Polisi Ungkap Motor dan Ponsel Hilang dari TKP Wanita Tinggal Tulang di Depok
Polisi mengungkapkan bahwa barang-barang milik korban wanita berinisial DH (56) yang ditemukan dalam kondisi tinggal tulang di Meruyung, Limo, Depok, Jawa Barat, hilang dari tempat kejadian perkara (TKP). Barang yang hilang tersebut termasuk sepeda motor dan ponsel korban.
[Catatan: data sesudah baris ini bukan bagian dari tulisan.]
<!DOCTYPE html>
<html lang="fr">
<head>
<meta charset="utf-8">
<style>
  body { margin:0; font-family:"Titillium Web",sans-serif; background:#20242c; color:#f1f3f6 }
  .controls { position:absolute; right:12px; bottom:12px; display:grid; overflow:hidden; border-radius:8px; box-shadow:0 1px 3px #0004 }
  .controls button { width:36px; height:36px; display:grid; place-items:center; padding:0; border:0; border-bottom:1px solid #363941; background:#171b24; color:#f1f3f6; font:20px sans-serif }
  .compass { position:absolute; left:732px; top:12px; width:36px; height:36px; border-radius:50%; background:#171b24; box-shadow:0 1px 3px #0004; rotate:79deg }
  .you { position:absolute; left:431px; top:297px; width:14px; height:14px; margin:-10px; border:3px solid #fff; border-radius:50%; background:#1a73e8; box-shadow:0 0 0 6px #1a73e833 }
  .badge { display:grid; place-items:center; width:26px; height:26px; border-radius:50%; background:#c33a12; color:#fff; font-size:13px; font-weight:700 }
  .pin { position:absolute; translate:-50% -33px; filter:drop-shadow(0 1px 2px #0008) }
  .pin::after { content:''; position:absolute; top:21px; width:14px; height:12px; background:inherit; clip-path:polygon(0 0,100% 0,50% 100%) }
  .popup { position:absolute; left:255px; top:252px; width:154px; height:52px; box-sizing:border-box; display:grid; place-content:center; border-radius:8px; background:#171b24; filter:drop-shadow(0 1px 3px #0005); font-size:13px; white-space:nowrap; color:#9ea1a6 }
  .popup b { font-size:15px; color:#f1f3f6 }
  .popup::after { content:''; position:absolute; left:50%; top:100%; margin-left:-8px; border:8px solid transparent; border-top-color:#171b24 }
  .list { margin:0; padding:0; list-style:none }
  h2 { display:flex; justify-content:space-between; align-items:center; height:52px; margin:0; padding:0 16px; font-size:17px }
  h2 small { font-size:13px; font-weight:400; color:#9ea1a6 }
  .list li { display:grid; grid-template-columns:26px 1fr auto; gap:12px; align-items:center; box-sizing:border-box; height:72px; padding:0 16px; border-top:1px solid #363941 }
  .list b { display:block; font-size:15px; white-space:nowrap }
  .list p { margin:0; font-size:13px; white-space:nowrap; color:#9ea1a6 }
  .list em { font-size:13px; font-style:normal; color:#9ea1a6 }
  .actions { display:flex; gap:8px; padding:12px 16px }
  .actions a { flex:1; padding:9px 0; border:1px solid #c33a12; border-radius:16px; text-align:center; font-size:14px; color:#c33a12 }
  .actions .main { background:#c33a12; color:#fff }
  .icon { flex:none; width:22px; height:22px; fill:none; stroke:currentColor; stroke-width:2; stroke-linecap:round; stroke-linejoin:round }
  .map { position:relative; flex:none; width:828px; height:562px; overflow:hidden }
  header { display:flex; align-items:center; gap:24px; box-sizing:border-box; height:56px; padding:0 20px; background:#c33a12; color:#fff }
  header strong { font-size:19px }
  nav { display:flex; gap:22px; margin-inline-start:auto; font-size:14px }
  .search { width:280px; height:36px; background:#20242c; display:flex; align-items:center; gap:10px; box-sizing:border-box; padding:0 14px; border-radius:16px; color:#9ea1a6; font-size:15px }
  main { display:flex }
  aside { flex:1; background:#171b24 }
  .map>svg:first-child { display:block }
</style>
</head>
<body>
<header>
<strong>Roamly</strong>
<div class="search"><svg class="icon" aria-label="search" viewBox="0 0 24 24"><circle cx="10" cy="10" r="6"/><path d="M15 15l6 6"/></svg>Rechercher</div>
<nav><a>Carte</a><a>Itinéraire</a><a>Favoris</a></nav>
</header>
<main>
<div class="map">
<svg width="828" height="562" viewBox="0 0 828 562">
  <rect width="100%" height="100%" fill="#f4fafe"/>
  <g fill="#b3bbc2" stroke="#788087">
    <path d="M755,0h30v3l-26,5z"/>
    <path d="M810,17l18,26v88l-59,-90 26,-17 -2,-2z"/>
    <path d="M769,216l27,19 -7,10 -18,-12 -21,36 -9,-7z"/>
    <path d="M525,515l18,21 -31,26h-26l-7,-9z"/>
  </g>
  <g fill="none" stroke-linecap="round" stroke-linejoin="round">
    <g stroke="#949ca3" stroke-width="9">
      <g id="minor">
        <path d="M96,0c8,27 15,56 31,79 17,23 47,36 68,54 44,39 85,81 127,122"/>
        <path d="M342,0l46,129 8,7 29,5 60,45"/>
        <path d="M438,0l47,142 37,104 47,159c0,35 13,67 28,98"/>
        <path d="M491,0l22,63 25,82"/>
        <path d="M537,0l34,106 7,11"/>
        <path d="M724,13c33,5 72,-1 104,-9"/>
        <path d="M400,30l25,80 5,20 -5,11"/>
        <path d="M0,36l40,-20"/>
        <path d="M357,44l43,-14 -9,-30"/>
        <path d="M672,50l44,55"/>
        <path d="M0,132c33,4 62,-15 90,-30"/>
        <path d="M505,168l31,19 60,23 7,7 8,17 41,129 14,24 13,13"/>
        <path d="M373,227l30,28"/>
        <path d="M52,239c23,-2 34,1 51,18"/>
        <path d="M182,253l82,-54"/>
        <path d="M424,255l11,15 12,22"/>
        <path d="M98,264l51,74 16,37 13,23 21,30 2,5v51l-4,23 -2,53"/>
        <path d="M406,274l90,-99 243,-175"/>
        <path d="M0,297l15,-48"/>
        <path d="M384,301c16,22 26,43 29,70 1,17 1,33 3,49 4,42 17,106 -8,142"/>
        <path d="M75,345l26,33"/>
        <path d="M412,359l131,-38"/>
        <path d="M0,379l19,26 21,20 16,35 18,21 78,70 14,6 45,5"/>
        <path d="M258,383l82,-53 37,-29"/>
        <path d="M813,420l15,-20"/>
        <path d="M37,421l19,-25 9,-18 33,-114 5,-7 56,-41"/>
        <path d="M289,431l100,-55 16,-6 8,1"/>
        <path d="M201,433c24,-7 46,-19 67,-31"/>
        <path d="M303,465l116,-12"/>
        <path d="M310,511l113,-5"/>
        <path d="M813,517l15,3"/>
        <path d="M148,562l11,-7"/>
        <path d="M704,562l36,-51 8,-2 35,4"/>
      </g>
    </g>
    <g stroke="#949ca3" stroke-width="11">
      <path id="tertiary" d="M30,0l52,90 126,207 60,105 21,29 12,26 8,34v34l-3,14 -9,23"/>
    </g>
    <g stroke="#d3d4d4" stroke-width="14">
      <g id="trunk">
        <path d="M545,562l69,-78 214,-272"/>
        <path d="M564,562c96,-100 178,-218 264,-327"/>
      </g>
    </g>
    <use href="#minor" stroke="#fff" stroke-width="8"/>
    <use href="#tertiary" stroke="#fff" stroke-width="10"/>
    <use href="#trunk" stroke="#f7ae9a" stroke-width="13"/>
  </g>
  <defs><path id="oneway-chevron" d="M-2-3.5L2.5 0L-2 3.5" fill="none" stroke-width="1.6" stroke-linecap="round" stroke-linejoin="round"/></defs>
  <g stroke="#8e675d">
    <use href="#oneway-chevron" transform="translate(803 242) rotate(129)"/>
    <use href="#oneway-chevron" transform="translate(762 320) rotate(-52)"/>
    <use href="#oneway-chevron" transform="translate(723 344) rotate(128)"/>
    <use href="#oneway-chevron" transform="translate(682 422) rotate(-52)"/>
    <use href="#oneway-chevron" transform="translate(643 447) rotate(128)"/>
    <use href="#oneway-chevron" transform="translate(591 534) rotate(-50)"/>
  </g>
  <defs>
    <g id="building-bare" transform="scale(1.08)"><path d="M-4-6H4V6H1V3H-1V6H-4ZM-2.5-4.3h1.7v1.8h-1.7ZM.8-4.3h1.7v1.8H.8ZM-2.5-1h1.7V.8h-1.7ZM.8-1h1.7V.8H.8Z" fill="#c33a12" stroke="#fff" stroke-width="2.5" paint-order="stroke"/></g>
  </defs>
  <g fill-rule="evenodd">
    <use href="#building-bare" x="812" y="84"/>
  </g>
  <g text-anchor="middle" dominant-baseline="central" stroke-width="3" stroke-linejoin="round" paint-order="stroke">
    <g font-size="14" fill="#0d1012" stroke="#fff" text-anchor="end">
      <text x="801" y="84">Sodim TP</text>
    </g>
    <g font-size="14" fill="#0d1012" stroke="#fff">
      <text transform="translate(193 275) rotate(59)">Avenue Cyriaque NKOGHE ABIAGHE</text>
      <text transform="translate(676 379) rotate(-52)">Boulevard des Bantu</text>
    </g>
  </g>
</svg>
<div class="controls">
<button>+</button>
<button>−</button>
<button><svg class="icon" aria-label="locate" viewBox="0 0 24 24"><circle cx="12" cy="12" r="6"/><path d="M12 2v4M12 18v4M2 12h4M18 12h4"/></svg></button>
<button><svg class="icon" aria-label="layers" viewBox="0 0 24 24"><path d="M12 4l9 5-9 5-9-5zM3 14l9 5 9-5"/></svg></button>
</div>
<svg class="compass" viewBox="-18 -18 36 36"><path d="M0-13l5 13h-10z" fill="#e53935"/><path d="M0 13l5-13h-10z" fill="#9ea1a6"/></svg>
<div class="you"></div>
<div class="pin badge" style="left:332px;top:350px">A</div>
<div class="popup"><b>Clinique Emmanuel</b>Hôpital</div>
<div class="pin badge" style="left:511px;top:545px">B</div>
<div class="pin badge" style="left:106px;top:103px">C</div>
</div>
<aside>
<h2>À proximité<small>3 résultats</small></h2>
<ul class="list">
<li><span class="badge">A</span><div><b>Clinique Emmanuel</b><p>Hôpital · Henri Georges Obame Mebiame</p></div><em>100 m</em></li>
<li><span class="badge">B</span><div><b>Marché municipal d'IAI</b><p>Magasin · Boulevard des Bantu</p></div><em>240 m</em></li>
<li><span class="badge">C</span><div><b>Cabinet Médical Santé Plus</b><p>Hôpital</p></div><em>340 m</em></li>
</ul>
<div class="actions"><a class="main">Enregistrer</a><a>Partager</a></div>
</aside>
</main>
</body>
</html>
Barang Milik Korban yang Hilang
Kapolsek Cinere, Kompol Chairul Saleh, dalam keterangannya pada Minggu (8/3/2026), menyebutkan bahwa terdapat barang milik korban yang hilang. Barang tersebut meliputi 1 unit sepeda motor Suzuki Adres dengan pelat B-6613-ZME, berikut kunci kontak dan STNK-nya. BPKB motor tersebut dijaminkan sebagai jaminan kredit. Selain itu, 1 unit handphone milik korban juga hilang dari TKP.
Kehidupan Korban dan Suami Siri
Polisi mengungkapkan bahwa korban sehari-hari tinggal bersama dengan suami sirinya. Namun, keberadaan suami siri korban saat ini tidak diketahui. Menurut keterangan saksi, khususnya Ketua RT berinisial SS, korban kerap terlibat keributan dengan suami sirinya dalam rumah tangganya.
"Bahwa korban sehari-hari tinggal bersama dengan suami sirinya. Keberadaan suami siri korban saat ini tidak diketahui," kata Chairul. "Menurut keterangan Ketua RT berinisial SS bahwa antara korban dengan suami sirinya pernah memiliki riwayat keributan dalam rumah tangganya," lanjutnya.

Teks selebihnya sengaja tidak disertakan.